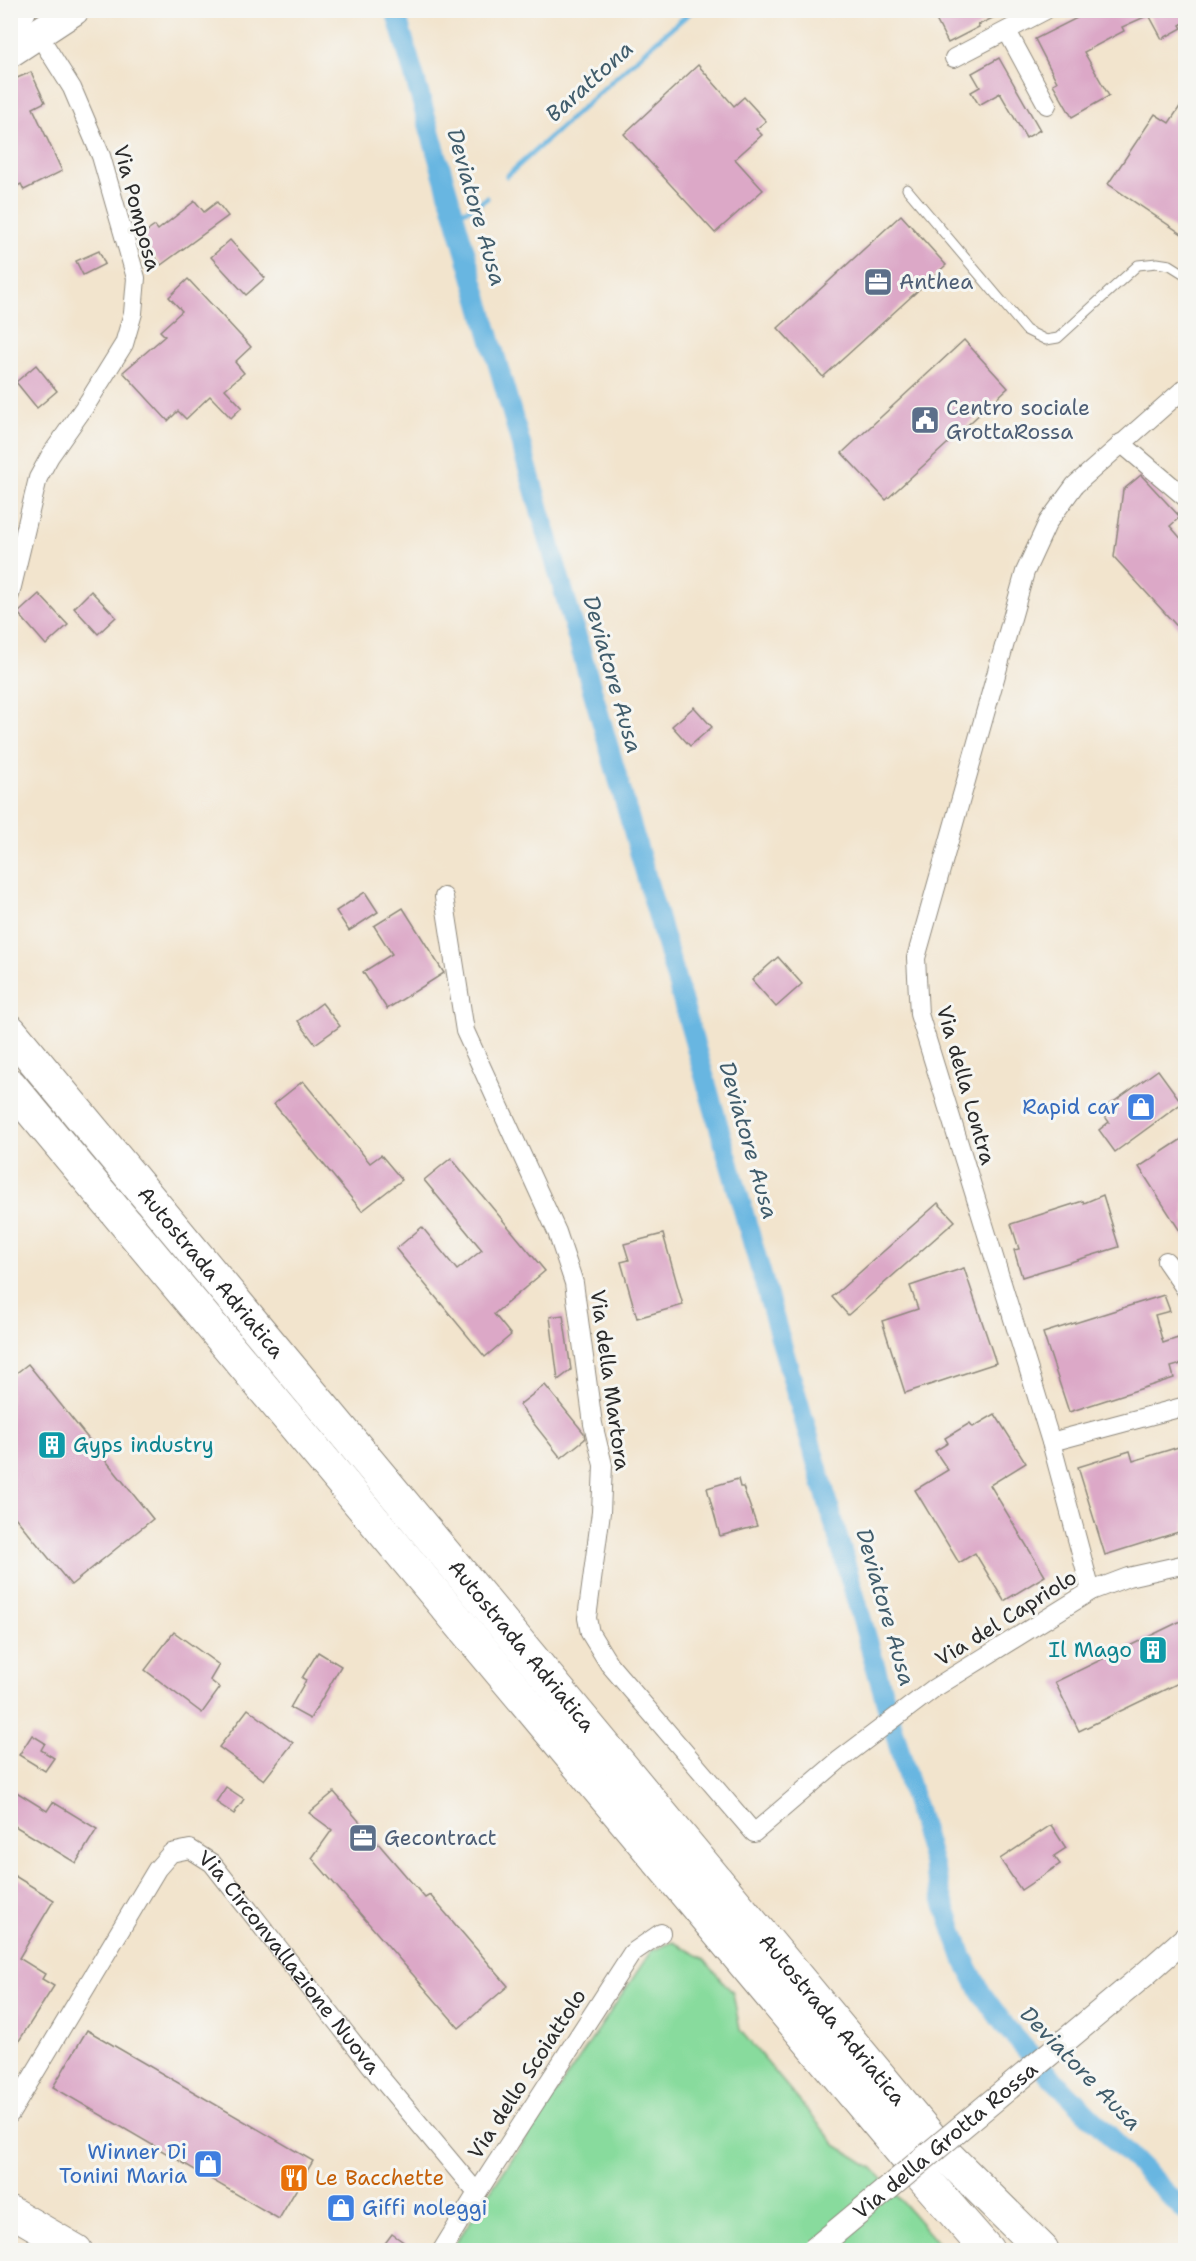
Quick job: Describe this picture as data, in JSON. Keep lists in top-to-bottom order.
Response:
{
  "streets": {
    "highway": ["Autostrada Adriatica"],
    "street": [
      "Via Pomposa",
      "Via della Lontra",
      "Via della Martora",
      "Via del Capriolo",
      "Via Circonvallazione Nuova",
      "Via dello Scoiattolo",
      "Via della Grotta Rossa"
    ]
  },
  "crossings": [
    ["Via della Lontra", "Via del Capriolo"],
    ["Via della Martora", "Via del Capriolo"],
    ["Via Circonvallazione Nuova", "Via dello Scoiattolo"]
  ],
  "water": ["Barattona", "Deviatore Ausa"],
  "places": {
    "office": ["Anthea", "Gecontract"],
    "public building": ["Centro sociale GrottaRossa"],
    "shop": ["Rapid car", "Winner Di Tonini Maria", "Giffi noleggi"],
    "building": ["Gyps industry", "Il Mago"],
    "restaurant": ["Le Bacchette"]
  }
}
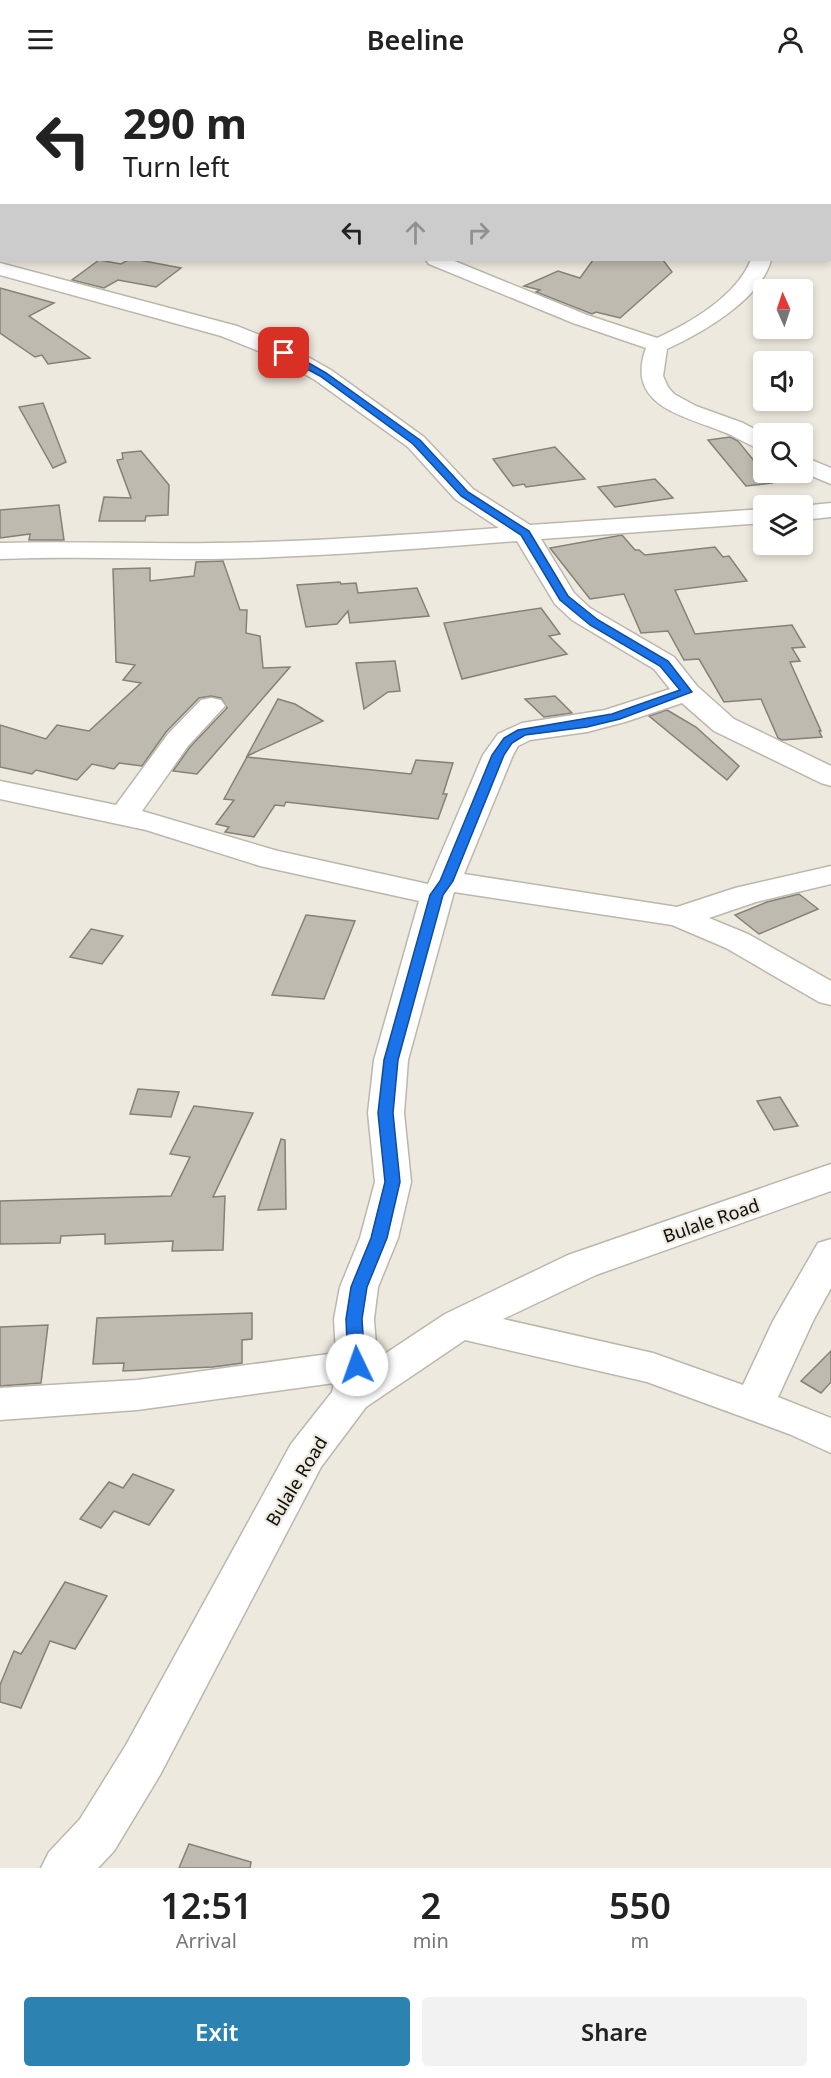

┄┄┄┄┄┄

# TASK GOAL
Copy out each line of the entries where the word "Lontra" is found.

# TASK SOLUTION
      "Via della Lontra",
    ["Via della Lontra", "Via del Capriolo"],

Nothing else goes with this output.